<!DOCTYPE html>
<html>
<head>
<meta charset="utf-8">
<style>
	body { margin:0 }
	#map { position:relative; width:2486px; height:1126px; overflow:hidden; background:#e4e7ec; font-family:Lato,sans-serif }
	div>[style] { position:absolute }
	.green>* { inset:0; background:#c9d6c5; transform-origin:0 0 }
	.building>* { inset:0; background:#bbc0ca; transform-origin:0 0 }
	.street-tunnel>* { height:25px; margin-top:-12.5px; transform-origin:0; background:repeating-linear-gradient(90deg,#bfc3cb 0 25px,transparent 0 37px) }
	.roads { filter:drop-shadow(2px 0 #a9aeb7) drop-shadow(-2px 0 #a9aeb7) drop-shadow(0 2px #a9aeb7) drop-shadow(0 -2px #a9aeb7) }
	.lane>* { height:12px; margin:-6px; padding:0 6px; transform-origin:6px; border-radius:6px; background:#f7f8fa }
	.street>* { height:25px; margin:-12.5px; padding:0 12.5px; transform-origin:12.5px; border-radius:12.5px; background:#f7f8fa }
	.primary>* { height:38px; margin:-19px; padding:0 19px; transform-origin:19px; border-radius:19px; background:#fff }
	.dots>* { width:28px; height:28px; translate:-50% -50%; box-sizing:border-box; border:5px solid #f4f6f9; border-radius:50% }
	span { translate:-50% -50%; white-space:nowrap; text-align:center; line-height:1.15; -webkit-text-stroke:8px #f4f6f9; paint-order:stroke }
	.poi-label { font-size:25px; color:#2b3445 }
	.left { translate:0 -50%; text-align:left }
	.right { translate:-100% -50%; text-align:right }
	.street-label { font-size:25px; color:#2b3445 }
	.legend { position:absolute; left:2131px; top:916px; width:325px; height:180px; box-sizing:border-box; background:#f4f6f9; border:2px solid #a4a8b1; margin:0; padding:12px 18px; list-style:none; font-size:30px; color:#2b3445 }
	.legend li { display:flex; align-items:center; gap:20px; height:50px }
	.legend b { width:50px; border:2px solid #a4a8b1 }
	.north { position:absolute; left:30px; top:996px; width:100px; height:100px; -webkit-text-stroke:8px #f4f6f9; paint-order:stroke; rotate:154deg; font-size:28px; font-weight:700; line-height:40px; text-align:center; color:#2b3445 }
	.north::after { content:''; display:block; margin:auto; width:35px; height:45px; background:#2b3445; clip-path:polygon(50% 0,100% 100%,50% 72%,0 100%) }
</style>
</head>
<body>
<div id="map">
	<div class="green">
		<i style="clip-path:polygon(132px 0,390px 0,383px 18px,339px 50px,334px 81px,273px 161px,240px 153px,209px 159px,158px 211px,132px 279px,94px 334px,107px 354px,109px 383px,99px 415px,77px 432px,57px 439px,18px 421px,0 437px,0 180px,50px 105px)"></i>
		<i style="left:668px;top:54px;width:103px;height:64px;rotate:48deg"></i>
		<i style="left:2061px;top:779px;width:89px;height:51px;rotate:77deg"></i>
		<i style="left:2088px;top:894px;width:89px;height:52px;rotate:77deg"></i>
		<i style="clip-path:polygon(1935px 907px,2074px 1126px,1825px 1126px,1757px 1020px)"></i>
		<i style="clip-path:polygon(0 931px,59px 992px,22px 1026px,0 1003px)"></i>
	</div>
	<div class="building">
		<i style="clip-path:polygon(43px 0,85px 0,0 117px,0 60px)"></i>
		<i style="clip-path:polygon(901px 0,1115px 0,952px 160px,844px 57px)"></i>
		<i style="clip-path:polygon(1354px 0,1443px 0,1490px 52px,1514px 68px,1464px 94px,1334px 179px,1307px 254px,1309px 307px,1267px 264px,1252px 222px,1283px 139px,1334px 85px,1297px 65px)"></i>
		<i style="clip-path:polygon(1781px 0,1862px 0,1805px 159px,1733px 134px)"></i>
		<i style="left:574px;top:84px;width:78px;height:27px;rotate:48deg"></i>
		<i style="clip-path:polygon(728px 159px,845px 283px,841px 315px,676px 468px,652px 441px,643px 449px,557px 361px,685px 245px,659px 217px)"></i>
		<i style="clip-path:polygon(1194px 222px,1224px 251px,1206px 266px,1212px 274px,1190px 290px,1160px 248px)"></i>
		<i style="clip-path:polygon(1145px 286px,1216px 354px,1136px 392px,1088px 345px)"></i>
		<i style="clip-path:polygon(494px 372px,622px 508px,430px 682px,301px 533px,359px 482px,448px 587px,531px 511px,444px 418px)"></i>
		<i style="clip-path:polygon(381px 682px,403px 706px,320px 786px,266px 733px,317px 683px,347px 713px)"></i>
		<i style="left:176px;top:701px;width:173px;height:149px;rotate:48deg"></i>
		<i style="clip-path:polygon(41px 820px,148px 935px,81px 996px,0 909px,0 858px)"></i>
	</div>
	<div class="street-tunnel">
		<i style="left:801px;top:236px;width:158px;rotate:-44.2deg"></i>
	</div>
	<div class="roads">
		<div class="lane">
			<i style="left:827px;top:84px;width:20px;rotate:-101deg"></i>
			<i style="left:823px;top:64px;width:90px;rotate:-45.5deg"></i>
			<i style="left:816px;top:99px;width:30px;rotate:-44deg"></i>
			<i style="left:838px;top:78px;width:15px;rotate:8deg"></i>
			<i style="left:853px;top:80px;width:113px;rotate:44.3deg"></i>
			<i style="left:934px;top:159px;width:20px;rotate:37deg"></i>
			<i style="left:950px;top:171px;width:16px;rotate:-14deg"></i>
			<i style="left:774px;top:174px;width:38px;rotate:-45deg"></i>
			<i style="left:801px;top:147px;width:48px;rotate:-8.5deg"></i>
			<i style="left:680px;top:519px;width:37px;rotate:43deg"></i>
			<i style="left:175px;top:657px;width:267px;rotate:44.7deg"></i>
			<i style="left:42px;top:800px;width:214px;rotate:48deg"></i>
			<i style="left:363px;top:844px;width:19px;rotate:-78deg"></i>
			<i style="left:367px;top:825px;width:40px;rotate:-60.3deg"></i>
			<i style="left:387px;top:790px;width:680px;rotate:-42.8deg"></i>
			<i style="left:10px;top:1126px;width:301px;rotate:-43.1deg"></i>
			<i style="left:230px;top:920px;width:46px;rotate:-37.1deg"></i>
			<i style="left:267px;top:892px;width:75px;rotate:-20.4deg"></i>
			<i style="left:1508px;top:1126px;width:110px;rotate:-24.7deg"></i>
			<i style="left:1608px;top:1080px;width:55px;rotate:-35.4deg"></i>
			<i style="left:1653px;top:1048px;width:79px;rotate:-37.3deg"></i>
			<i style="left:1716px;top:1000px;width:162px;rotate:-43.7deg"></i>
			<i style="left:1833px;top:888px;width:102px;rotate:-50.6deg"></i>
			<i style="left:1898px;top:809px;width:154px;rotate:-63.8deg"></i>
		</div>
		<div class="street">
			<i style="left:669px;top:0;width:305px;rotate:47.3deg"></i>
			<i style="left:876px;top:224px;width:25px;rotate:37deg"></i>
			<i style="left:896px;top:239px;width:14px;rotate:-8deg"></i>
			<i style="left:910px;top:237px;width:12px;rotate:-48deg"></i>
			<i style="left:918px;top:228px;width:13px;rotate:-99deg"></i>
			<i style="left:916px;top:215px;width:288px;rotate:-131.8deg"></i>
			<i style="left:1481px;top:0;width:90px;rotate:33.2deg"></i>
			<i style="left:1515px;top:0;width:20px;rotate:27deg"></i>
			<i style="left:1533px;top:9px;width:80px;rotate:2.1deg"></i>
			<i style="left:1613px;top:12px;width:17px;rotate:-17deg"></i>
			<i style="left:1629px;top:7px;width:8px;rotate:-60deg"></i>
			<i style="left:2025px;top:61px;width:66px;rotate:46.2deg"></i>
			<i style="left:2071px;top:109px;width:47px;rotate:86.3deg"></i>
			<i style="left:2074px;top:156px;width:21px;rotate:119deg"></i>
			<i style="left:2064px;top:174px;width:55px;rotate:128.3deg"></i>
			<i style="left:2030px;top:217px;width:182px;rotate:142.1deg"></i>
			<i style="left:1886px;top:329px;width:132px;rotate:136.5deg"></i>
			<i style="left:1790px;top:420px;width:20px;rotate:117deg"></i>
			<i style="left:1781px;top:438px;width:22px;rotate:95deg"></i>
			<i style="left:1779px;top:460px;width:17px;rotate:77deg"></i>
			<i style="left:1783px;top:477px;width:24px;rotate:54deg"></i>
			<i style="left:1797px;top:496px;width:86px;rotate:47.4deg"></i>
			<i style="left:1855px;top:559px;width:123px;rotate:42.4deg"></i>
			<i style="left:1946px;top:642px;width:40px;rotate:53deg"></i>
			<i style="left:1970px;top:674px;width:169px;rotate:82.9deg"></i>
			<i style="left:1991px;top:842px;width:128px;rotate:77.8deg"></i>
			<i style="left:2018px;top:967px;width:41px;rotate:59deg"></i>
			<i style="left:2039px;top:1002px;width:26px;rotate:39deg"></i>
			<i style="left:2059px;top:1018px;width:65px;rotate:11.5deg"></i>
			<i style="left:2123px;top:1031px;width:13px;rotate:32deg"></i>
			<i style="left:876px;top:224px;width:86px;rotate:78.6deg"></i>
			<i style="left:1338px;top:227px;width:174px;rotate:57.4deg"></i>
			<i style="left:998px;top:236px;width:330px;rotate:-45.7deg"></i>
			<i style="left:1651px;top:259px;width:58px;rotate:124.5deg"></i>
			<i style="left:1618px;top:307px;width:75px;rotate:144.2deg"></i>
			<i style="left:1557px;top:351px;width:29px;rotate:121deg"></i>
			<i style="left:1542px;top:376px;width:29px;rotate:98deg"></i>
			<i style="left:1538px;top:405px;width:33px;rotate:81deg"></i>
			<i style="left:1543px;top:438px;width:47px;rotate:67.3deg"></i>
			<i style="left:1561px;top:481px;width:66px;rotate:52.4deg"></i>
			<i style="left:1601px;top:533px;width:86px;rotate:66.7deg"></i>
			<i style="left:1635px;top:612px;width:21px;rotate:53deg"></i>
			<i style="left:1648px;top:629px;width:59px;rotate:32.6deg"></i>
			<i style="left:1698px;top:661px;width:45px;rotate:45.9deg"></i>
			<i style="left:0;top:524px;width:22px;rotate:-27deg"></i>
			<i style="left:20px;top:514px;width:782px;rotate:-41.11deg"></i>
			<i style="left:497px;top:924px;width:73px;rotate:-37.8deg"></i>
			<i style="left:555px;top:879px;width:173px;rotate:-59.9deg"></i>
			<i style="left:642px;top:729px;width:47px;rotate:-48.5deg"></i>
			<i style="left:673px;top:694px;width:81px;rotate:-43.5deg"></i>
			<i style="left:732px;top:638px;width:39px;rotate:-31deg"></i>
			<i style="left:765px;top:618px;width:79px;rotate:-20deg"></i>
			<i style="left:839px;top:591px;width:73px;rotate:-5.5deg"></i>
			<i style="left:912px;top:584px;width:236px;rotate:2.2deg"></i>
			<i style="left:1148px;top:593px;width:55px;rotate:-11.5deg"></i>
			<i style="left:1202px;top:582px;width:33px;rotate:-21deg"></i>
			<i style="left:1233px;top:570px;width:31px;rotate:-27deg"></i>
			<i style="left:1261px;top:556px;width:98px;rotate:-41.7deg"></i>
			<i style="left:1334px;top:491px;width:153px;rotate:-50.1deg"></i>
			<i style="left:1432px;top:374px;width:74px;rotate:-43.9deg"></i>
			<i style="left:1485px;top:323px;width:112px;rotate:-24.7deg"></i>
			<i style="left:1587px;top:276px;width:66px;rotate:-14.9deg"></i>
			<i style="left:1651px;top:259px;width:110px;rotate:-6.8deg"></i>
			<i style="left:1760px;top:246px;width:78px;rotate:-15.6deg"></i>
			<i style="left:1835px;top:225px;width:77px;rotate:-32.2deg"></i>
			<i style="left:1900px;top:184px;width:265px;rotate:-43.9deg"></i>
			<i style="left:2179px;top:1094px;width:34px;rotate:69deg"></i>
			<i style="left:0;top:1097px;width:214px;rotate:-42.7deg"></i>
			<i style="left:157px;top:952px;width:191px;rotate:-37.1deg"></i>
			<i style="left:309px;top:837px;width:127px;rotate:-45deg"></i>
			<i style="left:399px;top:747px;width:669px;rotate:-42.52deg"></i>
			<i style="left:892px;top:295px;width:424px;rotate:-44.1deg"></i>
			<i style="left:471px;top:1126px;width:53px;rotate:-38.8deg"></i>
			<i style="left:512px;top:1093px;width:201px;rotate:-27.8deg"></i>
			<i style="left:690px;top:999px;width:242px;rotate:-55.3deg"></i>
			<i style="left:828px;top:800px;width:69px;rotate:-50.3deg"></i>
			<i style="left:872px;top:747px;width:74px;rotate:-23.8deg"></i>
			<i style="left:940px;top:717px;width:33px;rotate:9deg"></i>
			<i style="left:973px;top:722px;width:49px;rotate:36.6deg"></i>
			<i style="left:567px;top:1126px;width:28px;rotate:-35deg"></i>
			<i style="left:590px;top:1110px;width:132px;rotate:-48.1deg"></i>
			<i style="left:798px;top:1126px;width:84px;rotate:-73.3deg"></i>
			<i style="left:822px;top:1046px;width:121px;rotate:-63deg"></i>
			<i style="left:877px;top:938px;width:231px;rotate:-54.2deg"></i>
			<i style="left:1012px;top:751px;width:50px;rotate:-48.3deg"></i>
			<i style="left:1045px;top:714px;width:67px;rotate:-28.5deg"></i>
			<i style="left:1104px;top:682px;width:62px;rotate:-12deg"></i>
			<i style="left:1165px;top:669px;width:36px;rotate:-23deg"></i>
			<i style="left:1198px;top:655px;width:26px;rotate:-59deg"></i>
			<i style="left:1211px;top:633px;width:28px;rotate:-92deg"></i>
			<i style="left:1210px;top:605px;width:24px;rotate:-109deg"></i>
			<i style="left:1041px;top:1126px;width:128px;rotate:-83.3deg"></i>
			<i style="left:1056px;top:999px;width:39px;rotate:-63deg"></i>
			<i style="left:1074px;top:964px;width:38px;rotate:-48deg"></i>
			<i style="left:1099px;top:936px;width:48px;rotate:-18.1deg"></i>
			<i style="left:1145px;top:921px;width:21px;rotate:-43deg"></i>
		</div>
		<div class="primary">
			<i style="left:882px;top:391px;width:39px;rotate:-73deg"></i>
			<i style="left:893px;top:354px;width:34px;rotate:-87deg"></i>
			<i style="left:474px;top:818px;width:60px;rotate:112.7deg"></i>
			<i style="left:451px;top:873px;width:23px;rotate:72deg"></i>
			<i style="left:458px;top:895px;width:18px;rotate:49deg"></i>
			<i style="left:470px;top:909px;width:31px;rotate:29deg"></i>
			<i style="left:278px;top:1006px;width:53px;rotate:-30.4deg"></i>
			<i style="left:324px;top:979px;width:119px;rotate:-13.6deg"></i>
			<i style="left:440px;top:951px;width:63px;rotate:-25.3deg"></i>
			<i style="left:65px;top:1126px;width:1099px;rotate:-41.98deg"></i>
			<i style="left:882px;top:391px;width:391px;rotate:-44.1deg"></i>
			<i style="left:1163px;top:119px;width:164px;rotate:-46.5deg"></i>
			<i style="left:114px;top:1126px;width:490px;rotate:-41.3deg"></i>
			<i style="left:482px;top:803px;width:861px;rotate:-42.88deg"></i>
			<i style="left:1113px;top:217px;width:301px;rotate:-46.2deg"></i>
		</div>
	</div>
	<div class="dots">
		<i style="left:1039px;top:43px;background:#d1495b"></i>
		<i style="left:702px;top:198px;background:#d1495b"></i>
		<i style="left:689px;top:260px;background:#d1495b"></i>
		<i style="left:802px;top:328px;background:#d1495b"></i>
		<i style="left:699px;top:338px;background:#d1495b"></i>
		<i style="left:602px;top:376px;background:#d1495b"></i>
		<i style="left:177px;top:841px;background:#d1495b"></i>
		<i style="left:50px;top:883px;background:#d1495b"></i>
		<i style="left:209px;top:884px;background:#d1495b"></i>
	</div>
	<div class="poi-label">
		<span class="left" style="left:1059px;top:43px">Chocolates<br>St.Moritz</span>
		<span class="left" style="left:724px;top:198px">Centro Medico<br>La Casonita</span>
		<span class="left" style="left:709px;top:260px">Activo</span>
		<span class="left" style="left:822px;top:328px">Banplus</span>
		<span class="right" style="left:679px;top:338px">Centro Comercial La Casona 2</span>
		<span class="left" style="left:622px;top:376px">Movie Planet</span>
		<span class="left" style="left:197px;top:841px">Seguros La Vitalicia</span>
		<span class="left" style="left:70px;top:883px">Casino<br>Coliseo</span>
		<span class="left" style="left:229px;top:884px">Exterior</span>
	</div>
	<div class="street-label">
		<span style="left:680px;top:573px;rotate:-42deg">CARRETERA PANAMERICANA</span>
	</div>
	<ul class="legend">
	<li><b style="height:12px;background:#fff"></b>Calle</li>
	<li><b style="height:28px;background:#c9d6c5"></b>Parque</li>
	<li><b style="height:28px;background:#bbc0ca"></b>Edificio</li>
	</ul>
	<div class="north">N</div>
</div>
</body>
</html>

> _WHAT THE TASK ASKS_
Each line above that contains the word "radius" should be returned.

> _WORKED SOLUTION_
	.lane>* { height:12px; margin:-6px; padding:0 6px; transform-origin:6px; border-radius:6px; background:#f7f8fa }
	.street>* { height:25px; margin:-12.5px; padding:0 12.5px; transform-origin:12.5px; border-radius:12.5px; background:#f7f8fa }
	.primary>* { height:38px; margin:-19px; padding:0 19px; transform-origin:19px; border-radius:19px; background:#fff }
	.dots>* { width:28px; height:28px; translate:-50% -50%; box-sizing:border-box; border:5px solid #f4f6f9; border-radius:50% }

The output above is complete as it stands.